View Full Version
Senin, 26 Apr 2021

Pakistan Dukung Sikap Turki Terkait Pembunuhan Massal Orang Armenia Oleh Kekaisaran Ottoman

ISLAMABAD, PAKISTAN (voa-islam.com) - Menteri luar negeri Pakistan kemarin mengatakan bahwa Islamabad mendukung sikap Turki atas pembunuhan massal orang-orang Armenia oleh Kekaisaran Ottoman pada tahun 1915. Shah Mahmood Qureshi mengungkapkan posisi Pakistan selama panggilan telepon dengan mitranya dari Turki, Mevlut Cavusoglu.

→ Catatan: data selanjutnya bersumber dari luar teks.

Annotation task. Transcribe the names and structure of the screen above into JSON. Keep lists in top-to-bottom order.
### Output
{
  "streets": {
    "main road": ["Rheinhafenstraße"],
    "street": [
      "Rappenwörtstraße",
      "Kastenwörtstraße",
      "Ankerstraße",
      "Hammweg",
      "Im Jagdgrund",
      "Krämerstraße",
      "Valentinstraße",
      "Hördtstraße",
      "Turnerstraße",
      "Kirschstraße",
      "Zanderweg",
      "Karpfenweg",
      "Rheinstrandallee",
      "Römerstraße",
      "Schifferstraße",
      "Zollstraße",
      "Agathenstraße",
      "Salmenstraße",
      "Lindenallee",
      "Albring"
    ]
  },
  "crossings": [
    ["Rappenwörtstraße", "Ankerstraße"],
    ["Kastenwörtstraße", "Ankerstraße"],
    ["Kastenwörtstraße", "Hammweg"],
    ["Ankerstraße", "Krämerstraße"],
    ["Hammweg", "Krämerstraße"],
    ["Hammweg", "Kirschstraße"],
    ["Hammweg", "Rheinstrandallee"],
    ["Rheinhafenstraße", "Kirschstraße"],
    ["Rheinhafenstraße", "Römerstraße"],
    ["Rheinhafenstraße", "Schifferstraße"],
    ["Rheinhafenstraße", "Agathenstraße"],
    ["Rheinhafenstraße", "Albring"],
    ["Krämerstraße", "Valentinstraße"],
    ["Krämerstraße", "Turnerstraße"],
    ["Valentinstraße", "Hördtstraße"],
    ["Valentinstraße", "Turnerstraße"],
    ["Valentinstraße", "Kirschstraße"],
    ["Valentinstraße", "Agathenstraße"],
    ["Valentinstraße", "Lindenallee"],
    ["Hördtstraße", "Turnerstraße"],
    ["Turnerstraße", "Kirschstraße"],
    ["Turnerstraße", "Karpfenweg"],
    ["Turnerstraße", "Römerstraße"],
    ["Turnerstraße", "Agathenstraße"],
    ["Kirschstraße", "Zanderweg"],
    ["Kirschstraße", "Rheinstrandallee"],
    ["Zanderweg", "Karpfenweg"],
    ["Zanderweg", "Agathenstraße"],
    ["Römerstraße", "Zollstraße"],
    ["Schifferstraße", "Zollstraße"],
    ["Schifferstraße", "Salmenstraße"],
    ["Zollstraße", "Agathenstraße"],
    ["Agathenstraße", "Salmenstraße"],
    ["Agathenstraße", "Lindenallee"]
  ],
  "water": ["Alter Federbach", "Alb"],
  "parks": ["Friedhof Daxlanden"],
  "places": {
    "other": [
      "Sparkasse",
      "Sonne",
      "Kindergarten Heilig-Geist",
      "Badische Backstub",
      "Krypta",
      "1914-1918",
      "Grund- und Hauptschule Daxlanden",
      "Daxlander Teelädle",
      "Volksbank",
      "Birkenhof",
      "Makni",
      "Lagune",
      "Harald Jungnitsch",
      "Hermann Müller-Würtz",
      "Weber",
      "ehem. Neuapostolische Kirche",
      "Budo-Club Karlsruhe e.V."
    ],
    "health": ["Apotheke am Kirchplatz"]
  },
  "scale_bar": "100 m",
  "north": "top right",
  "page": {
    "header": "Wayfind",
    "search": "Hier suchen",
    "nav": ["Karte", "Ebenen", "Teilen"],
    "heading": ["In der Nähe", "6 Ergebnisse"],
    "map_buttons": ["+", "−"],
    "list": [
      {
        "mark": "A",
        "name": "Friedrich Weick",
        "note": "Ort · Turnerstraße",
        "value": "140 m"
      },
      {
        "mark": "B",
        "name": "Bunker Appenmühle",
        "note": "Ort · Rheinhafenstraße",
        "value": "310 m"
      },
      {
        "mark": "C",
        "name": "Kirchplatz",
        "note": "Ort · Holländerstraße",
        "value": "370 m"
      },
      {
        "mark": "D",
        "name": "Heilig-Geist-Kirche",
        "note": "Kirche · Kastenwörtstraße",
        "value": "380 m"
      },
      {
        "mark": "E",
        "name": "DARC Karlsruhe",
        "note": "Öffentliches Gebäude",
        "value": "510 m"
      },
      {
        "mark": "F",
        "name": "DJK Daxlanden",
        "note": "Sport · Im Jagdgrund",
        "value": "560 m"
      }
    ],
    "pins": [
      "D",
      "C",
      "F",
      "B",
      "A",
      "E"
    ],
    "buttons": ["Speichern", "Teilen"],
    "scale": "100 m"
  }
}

Menurut juru bicara kementerian luar negeri Zahid Hafeez Chaudhri, Pakistan percaya bahwa "pendekatan sepihak dan kategorisasi politik dari peristiwa sejarah" dapat merusak kepercayaan dan menyebabkan polarisasi antar negara. "Kami mencatat dengan penghargaan pendekatan konstruktif Turki pada subjek termasuk proposalnya untuk Komisi Sejarah Bersama untuk memastikan fakta, memungkinkan semua untuk bergerak maju."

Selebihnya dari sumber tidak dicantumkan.